Please find every line of the listing below where "JSON" occurs and copy it.

> Exercise input
**********
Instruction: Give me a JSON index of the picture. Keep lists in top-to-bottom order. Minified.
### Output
**********
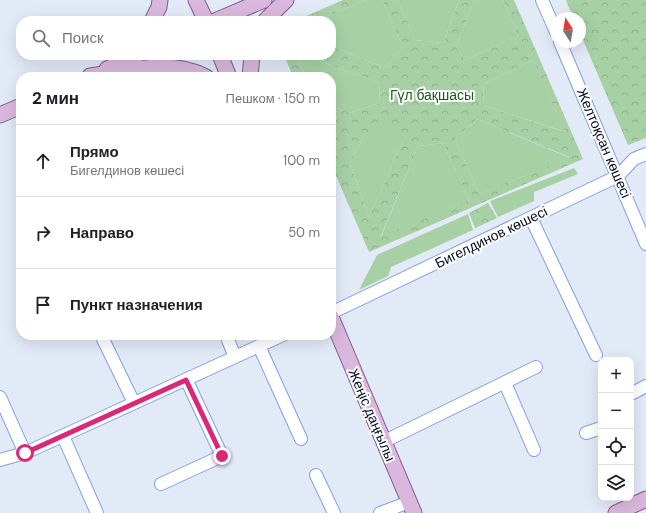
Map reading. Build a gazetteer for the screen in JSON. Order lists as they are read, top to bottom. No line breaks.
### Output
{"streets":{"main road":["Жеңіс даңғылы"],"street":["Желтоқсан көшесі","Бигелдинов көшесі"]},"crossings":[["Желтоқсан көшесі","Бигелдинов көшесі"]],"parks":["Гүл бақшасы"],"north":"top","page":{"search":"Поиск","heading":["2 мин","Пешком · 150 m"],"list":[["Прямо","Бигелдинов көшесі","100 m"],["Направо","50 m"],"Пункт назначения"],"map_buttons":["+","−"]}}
**********
> Result of this task
Instruction: Give me a JSON index of the picture. Keep lists in top-to-bottom order. Minified.
Map reading. Build a gazetteer for the screen in JSON. Order lists as they are read, top to bottom. No line breaks.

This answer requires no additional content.